“First US Rate Cut Possible September”

The Federal Reserve has indicated potential plans to decrease interest rates as early as September, following a unanimous decision by US policymakers to maintain the high borrowing costs, which have not been altered for eight consecutive meetings. The likelihood of diminishing the policy rate was discussed during the Federal Open Market Committee (FOMC) session this week, stated Fed chair Jay Powell on Wednesday.

The FOMC alluded to the opportunity to meet its target of 2% through a gradual reduction of inflation. However, they expressed the need for stronger assurance before they are prepared to make the cut. Confidence in the direction of inflation was reinforced after the inflation readings of the second quarters. Powell stated the need for further strength in the data to consolidate this confidence, thus reinforcing market predictions of a potential quarter-point reduction in September.

The need for the Fed to focus solely on inflation was nullified, revealing the shifted emphasis towards the stability of the labour market.
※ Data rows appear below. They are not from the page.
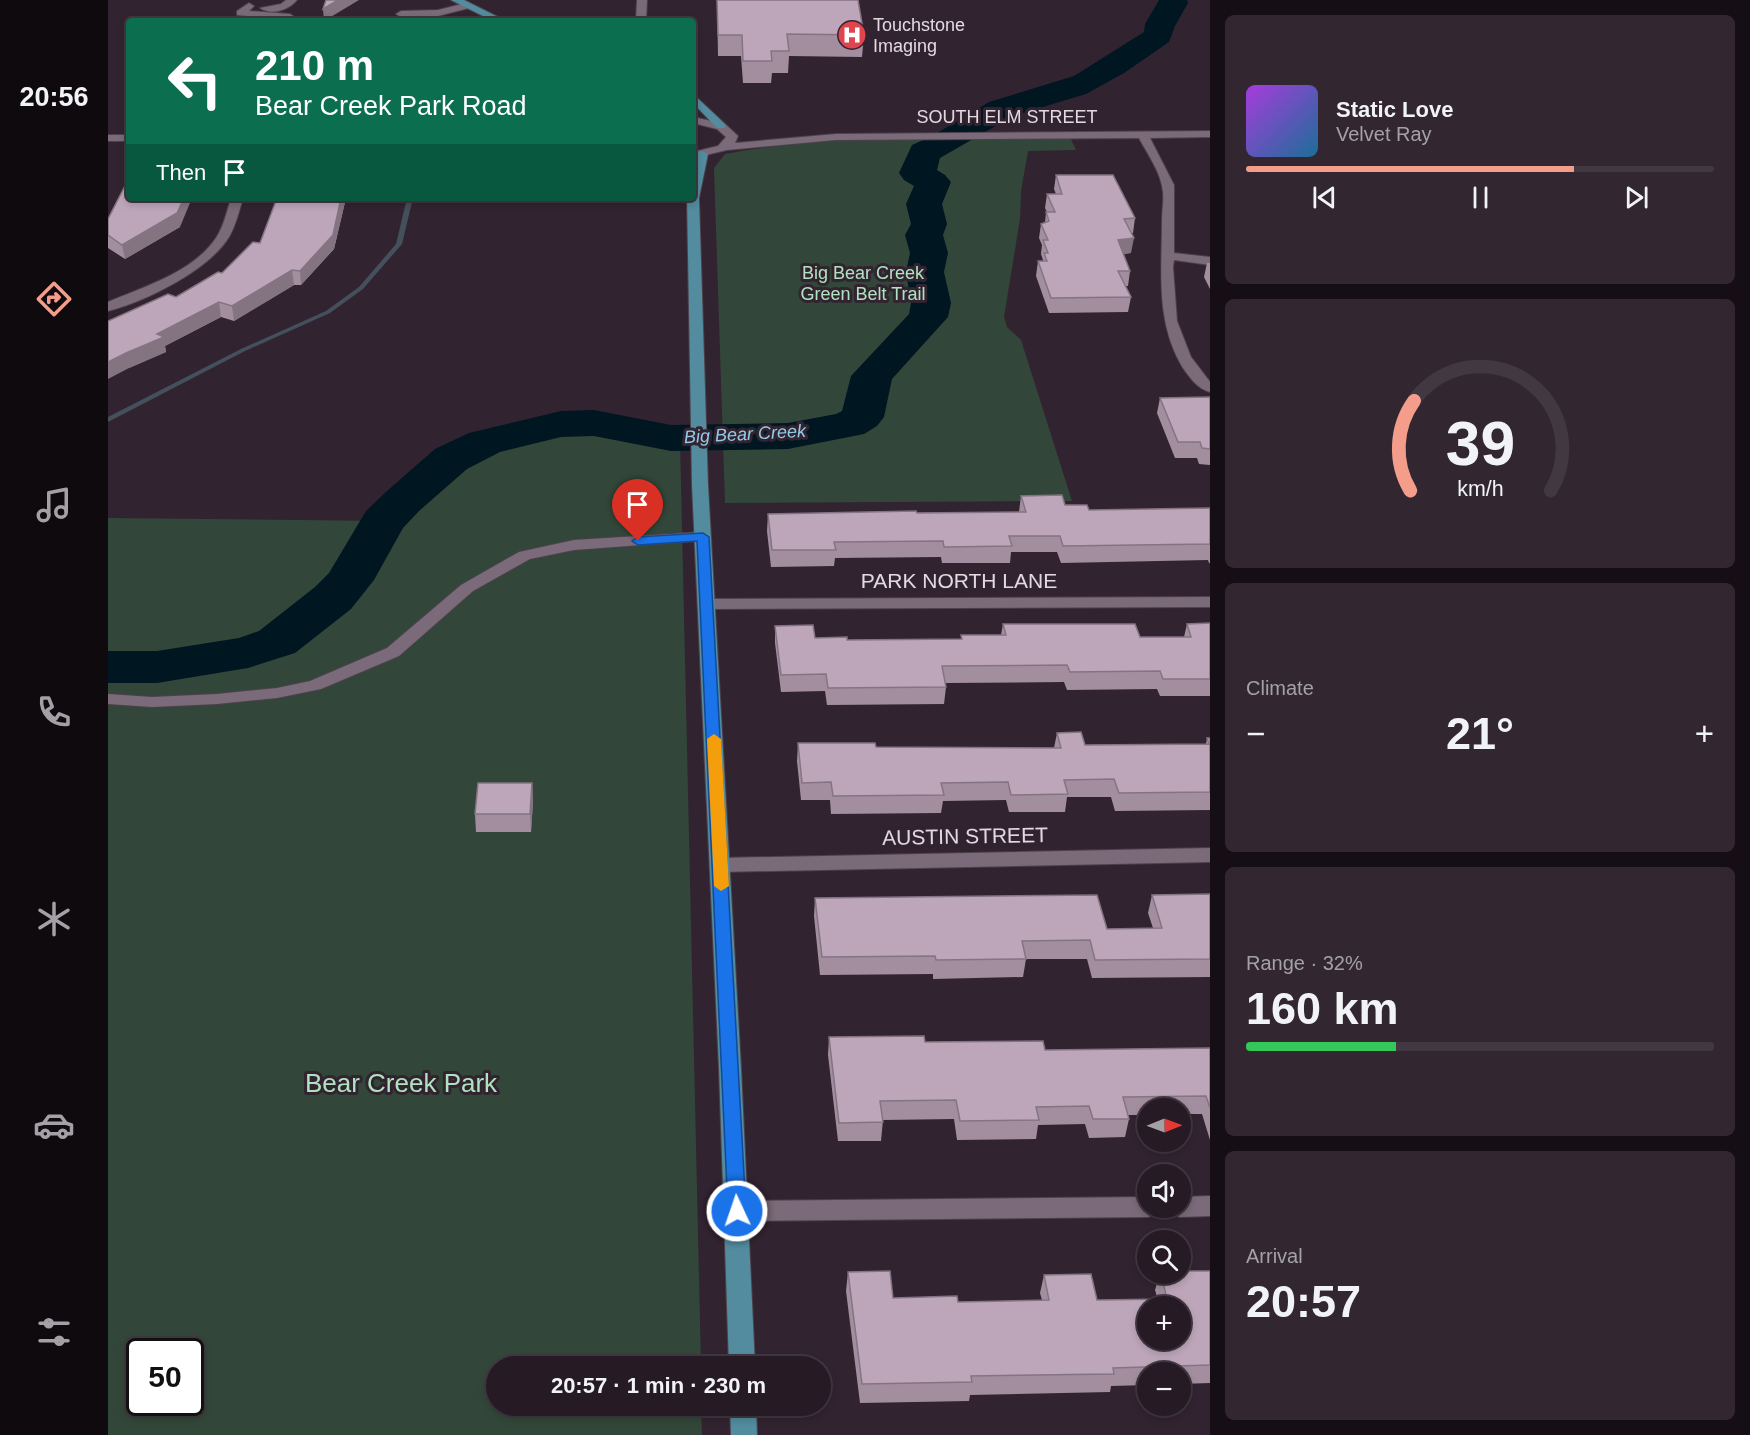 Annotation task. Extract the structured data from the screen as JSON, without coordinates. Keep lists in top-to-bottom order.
{
  "streets": {
    "street": ["SOUTH ELM STREET", "PARK NORTH LANE", "AUSTIN STREET"]
  },
  "water": ["Big Bear Creek"],
  "parks": ["Big Bear Creek Green Belt Trail", "Bear Creek Park"],
  "places": {
    "hospital": ["Touchstone Imaging"]
  },
  "north": "right",
  "page": {
    "tabs": "20:56",
    "turn": ["210 m", "Bear Creek Park Road"],
    "song": ["Static Love", "Velvet Ray"],
    "then": "Then",
    "tile": [
      "Climate",
      ["Range · 32%", "160 km"],
      ["Arrival", "20:57"]
    ],
    "heat": ["−", "21°", "+"],
    "map_buttons": ["+", "−"],
    "limit": "50",
    "trip": "20:57 · 1 min · 230 m",
    "gauge": ["39", "km/h"]
  }
}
In case of a more pronounced economic downturn, Powell reiterated the central bank’s readiness to react but emphasised its disinterest to make large-scale rate cuts.

The FOMC noted its alertness towards risks associated with its mandate, asserting that inflation was not its prime concern, but the increasing unemployment rate was taking precedence in defining its policy path.

In the Fed’s upcoming meeting in September, it is forecasted to reduce its benchmark interest rate a quarter point from the current 5.25-5.5%, making it the last meeting before the country’s presidential election in November.

Donald Trump, the Republican presidential aspirant, recently discouraged Powell from slashing the rates prior to the November election, stating that Powell’s tenure as Fed chair would be secure if he took up “the right actions”.

Yet Powell reassured the press on Wednesday that critical tools would not be employed to serve or oppose any political party, politician or political outcome. Short-term Treasury yields dipped amid Powell’s speech, causing a slight escalation in the odds for the central bank to execute three cuts by December, as investors marginally increased their bets on rate cuts occurring within this year. The futures market is still wagering between two and three cuts, starting with the first anticipated cut in September.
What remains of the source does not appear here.